While some would reckon the biggest losers in Raiders’ move are the Clark County taxpayers who will end up paying at least $750 million for the new stadium, Foley and the Golden Knights franchise are the ones who would be most justified to pull their hair out in frustration.


Though Foley diplomatically expressed his perspective on a local radio show this week, he left little room for ambiguity.


“If I had complete control of the situation, I would not have opted to have the Raiders come here,” Foley said on the Vegas Hockey Hotline radio show, per the Las Vegas Sun. “But I didn’t, so I welcome them.”


Not only is Raider fever raining on the Golden Knight parade just six months before the puck drops on the team’s inaugural season, it means Foley’s monopoly on professional sports in the Las Vegas valley will last just three seasons.


Adding insult to injury is that Foley didn’t receive a dime of public money for his efforts while Mark Davis and the Raiders were lavished with what is likely the most expensive stadium subsidy in U.S. history.


“I felt like there were a lot better ways to spend $750 million than bringing the Raiders to Las Vegas,” Foley said, per the Sun. “We could spend it on police, firefighters and teachers and have them all be the best in the country. But I guess we’re going to spend it on the Raiders.”


For Foley, the clock is now ticking to get his franchise not just up and running but competitive before 2020 when the Raiders parade into town.


The problem is that manufactured hype tends to subside quickly around teams that aren’t very good, particularly when there are other options become available. The Raiders are a team on the rise with young stars on both offense and defense like Derek Carr, Amari Cooper and Khalil Mack, and those players will likely be in the prime of their careers come 2020.

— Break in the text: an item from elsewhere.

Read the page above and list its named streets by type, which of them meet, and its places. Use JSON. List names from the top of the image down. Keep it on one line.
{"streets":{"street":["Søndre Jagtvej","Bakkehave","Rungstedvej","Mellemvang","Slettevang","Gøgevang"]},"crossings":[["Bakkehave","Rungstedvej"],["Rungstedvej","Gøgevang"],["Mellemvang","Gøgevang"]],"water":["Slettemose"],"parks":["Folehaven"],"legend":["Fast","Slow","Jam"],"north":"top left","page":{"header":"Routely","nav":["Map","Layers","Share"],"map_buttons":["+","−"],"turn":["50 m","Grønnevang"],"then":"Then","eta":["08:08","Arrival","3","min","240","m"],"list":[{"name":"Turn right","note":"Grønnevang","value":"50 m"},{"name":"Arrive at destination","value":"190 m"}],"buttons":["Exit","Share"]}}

Unfortunately, building the Golden Knights overnight is an uphill proposition. Starting an expansion franchise in any sport is an arduous task, and the process of building a team from scrap into a competitive force is a long haul that never even comes to full fruition for many teams.


Consider, the last four NHL expansion franchises – Minnesota and Columbus in 2000, Atlanta (now Winnipeg) in 1999 and Nashville in 1998 – have between them won a grand total of seven playoff series in 67 combined seasons.

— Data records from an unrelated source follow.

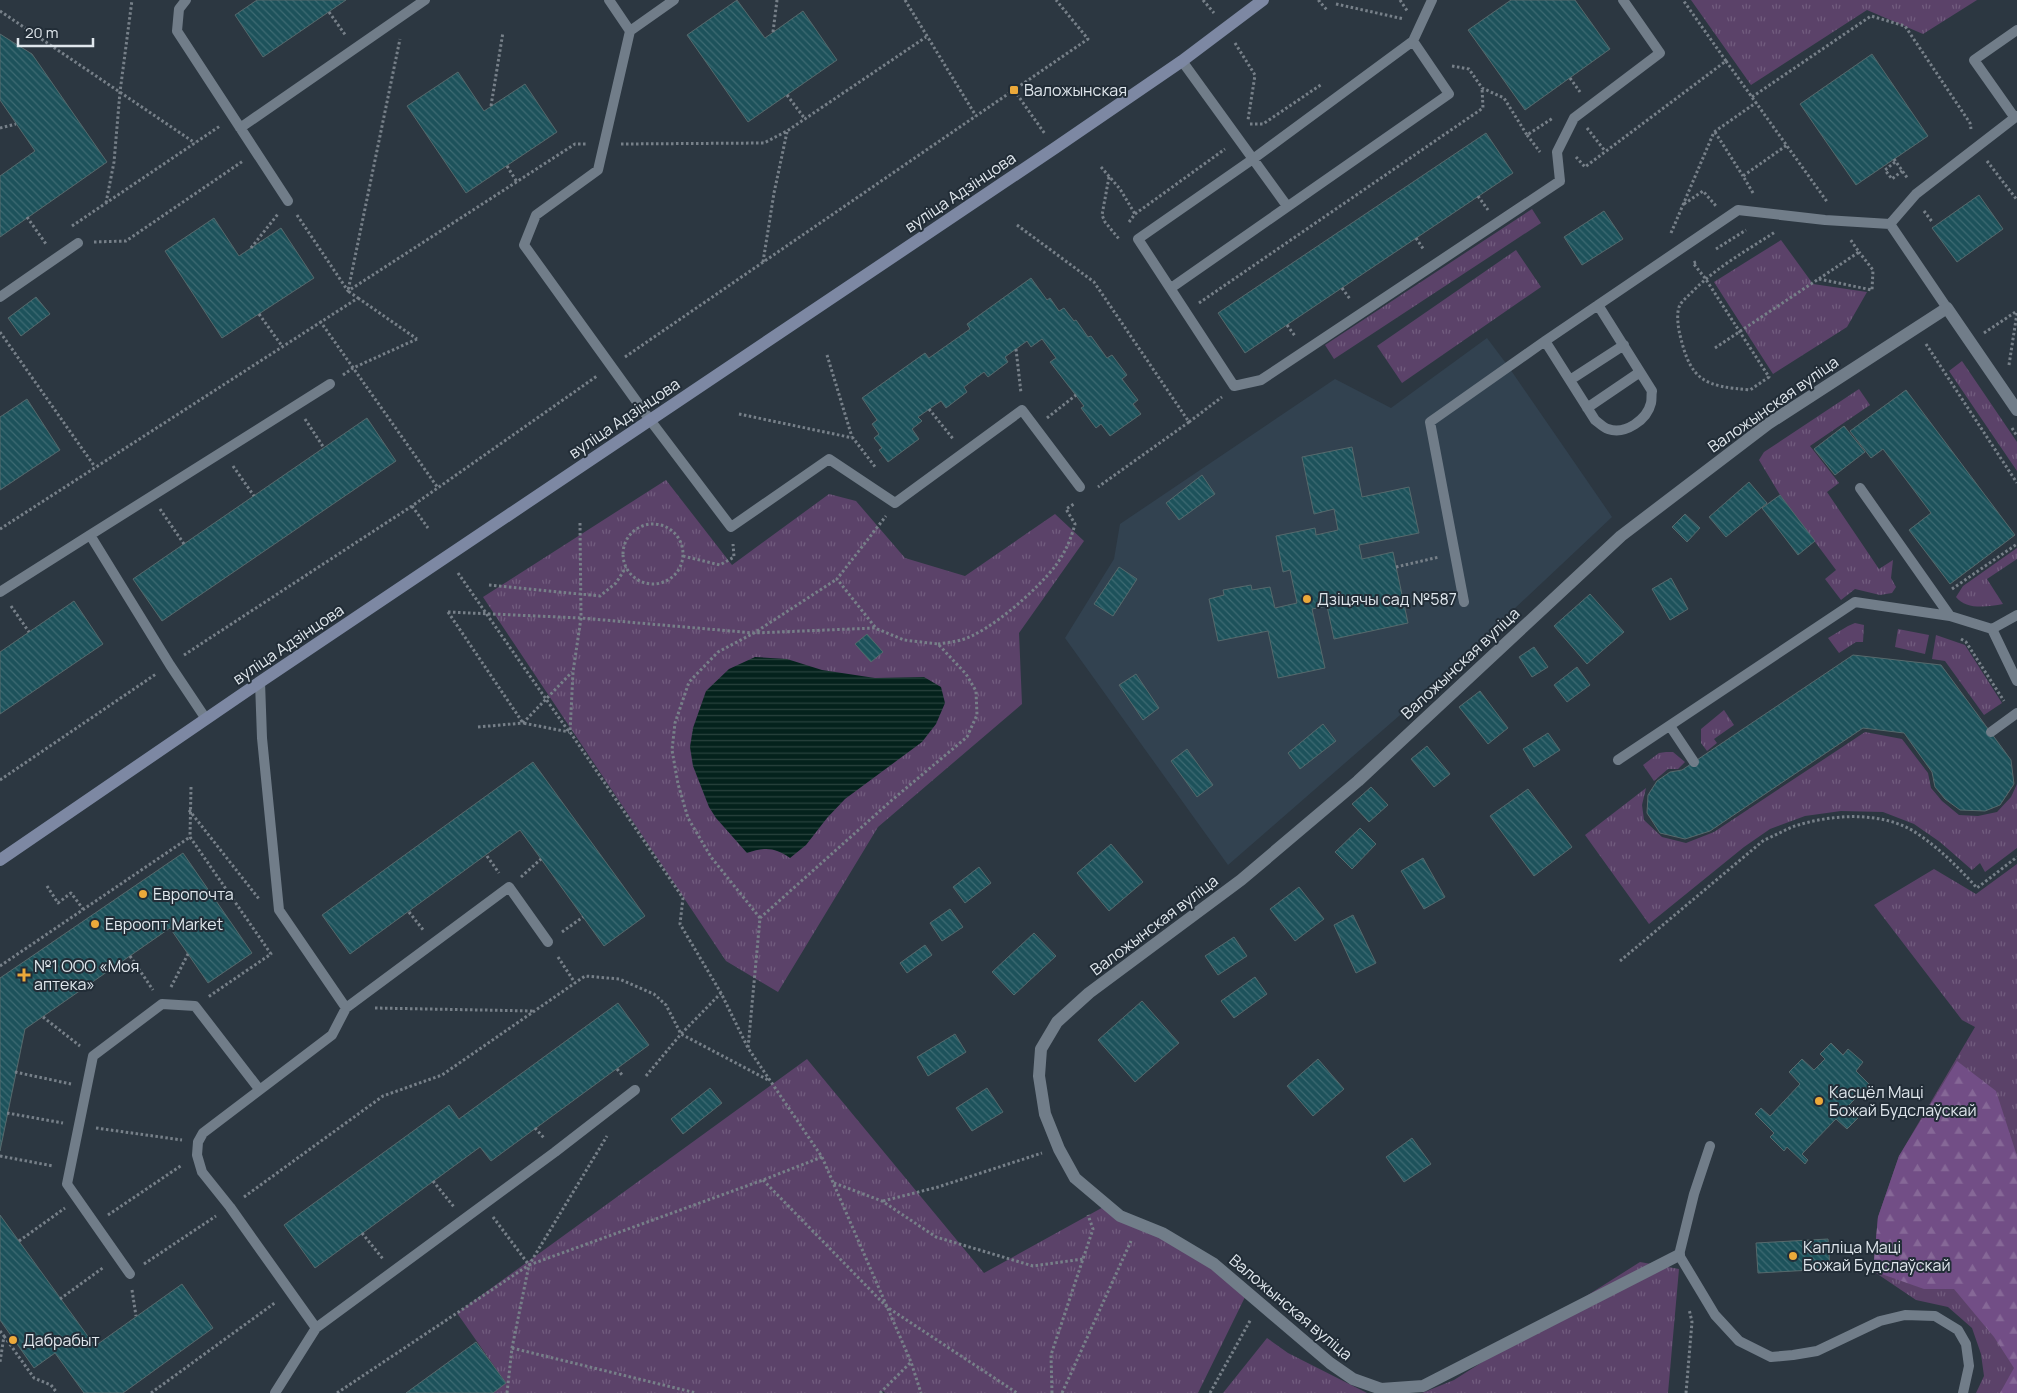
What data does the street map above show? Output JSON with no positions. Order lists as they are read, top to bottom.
{
  "streets": {
    "main road": ["вуліца Адзінцова"],
    "street": ["Валожынская вуліца"]
  },
  "places": {
    "transit": ["Валожынская"],
    "other": [
      "Дзіцячы сад №587",
      "Европочта",
      "Евроопт Market",
      "Касцёл Маці Божай Будслаўскай",
      "Капліца Маці Божай Будслаўскай",
      "Дабрабыт"
    ],
    "health": ["№1 ООО «Моя аптека»"]
  },
  "scale_bar": "20 m"
}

The nine most recent franchises – including in Anaheim, Florida, Ottawa, Tampa Bay and San Jose – have combined for 60 playoff series wins and three Stanley Cups over 186 seasons dating back to 1991 with 41 of those series wins came from just three teams.


By contrast, the “Original Six” franchises have combined to win six titles over that same period. Pittsburgh, though not an original team, has added another three.

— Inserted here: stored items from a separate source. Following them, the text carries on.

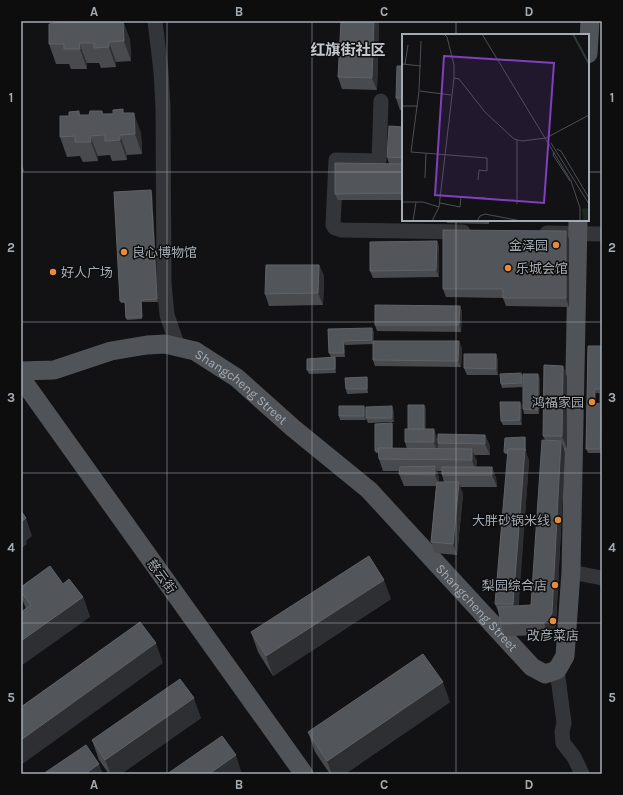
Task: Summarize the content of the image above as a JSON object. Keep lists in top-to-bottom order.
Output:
{
  "streets": {
    "main road": ["Shangcheng Street", "慈云街"]
  },
  "districts": ["红旗街社区"],
  "places": [
    "金泽园",
    "良心博物馆",
    "乐城会馆",
    "好人广场",
    "鸿福家园",
    "大胖砂锅米线",
    "梨园综合店",
    "改彦菜店"
  ],
  "grid": {
    "columns": [
      "A",
      "B",
      "C",
      "D"
    ],
    "rows": [
      "1",
      "2",
      "3",
      "4",
      "5"
    ]
  }
}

The nine aforementioned franchises combined for just two winning campaigns over their first three seasons. The notable success story is the Florida Panthers, who lost in the Stanley Cup Finals in their third year in 1995-96. They have yet to win another playoff series since, however.


It’s safe to say that Foley will need nothing short of a miracle to produce a competitive squad in his three-year window.


But can’t hockey and football co-exist?


Of course they can. But the ubiquitous presence of the NFL empire tends to crowd out other sports within local markets. For example, the Washington Capitals are the best team in the NHL at the moment with 106 points, but the conversation on the city’s sports talk radio shows is driven by the Redskins – arguably the NFL’s most dysfunctional team – 365 days a year.


The other issue here is that the appeal of being the only pro team in the market was clearly one of the reasons the NHL awarded the team to Vegas. It could have given the team to Quebec City – which would have been a much smaller but hockey fanatical market.


As I’ve written in this space before, hockey is by nature a niche sport that has minimal intrinsic appeal to people who live in the Sun Belt, as ice skating is not a desert pastime and is probably one of the most physically difficult activities to learn how to do as an adult. This is why the NHL’s southward migration during the 1990s was largely a failure.


For the Golden Knights to be broadly embraced by locals, especially if they aren’t very good, the monopoly factor is critical.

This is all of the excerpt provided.